══ EXERCISE INPUT

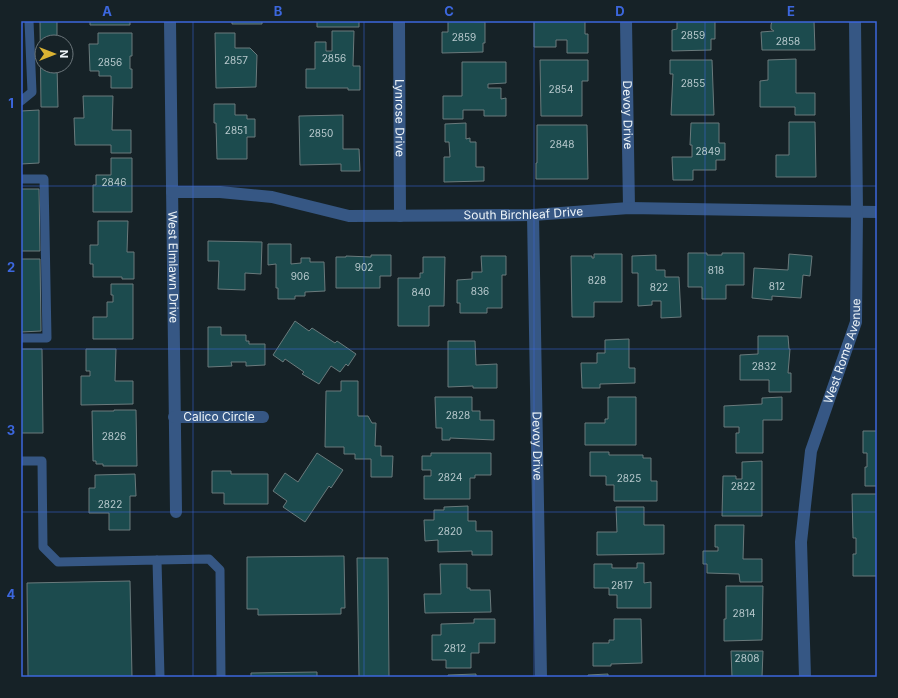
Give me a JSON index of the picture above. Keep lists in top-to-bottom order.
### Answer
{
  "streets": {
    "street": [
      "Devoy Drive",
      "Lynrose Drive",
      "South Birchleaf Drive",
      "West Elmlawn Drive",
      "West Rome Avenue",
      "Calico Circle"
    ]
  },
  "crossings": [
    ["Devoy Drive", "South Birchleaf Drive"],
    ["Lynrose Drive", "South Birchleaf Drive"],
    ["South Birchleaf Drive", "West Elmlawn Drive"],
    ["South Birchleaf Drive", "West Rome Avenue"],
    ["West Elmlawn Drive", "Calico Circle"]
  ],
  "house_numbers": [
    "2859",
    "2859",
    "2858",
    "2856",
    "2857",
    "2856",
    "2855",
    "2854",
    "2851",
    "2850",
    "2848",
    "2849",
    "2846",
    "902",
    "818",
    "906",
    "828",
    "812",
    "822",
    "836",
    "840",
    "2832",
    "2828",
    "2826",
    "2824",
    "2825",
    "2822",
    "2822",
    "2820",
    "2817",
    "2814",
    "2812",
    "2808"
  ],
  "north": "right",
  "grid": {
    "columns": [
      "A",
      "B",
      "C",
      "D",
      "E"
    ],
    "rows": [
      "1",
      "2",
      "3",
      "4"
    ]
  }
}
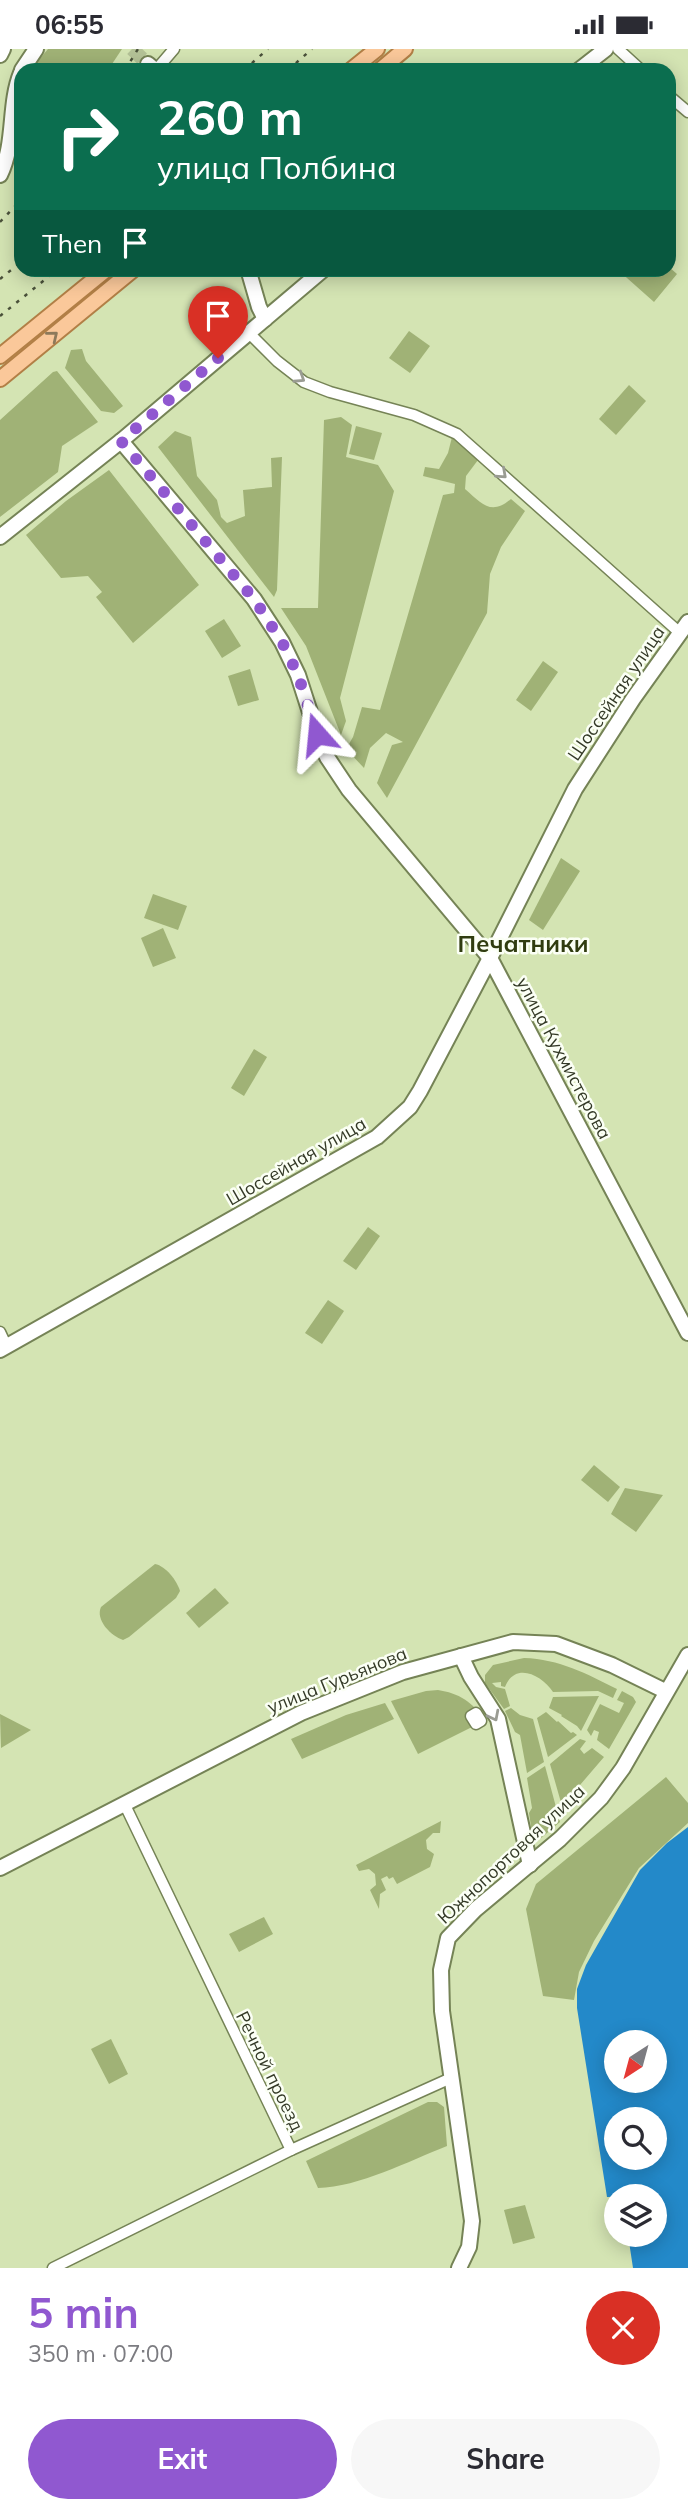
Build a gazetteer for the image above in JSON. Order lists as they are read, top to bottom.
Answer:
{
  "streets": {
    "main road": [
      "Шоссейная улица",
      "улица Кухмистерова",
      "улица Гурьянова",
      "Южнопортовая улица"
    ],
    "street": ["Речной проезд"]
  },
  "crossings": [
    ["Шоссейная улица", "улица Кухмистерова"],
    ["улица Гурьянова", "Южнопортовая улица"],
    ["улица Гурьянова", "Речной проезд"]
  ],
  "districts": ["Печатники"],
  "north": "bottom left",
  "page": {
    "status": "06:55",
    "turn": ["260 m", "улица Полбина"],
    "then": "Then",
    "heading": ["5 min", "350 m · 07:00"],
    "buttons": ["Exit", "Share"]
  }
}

════

◆ **PROBLEM**:
Leaving the images out, return every record exactly.

◆ **OUTPUT OF THE TASK**:
Give me a JSON index of the picture above. Keep lists in top-to-bottom order.
### Answer
{
  "streets": {
    "street": [
      "Devoy Drive",
      "Lynrose Drive",
      "South Birchleaf Drive",
      "West Elmlawn Drive",
      "West Rome Avenue",
      "Calico Circle"
    ]
  },
  "crossings": [
    ["Devoy Drive", "South Birchleaf Drive"],
    ["Lynrose Drive", "South Birchleaf Drive"],
    ["South Birchleaf Drive", "West Elmlawn Drive"],
    ["South Birchleaf Drive", "West Rome Avenue"],
    ["West Elmlawn Drive", "Calico Circle"]
  ],
  "house_numbers": [
    "2859",
    "2859",
    "2858",
    "2856",
    "2857",
    "2856",
    "2855",
    "2854",
    "2851",
    "2850",
    "2848",
    "2849",
    "2846",
    "902",
    "818",
    "906",
    "828",
    "812",
    "822",
    "836",
    "840",
    "2832",
    "2828",
    "2826",
    "2824",
    "2825",
    "2822",
    "2822",
    "2820",
    "2817",
    "2814",
    "2812",
    "2808"
  ],
  "north": "right",
  "grid": {
    "columns": [
      "A",
      "B",
      "C",
      "D",
      "E"
    ],
    "rows": [
      "1",
      "2",
      "3",
      "4"
    ]
  }
}
Build a gazetteer for the image above in JSON. Order lists as they are read, top to bottom.
Answer:
{
  "streets": {
    "main road": [
      "Шоссейная улица",
      "улица Кухмистерова",
      "улица Гурьянова",
      "Южнопортовая улица"
    ],
    "street": ["Речной проезд"]
  },
  "crossings": [
    ["Шоссейная улица", "улица Кухмистерова"],
    ["улица Гурьянова", "Южнопортовая улица"],
    ["улица Гурьянова", "Речной проезд"]
  ],
  "districts": ["Печатники"],
  "north": "bottom left",
  "page": {
    "status": "06:55",
    "turn": ["260 m", "улица Полбина"],
    "then": "Then",
    "heading": ["5 min", "350 m · 07:00"],
    "buttons": ["Exit", "Share"]
  }
}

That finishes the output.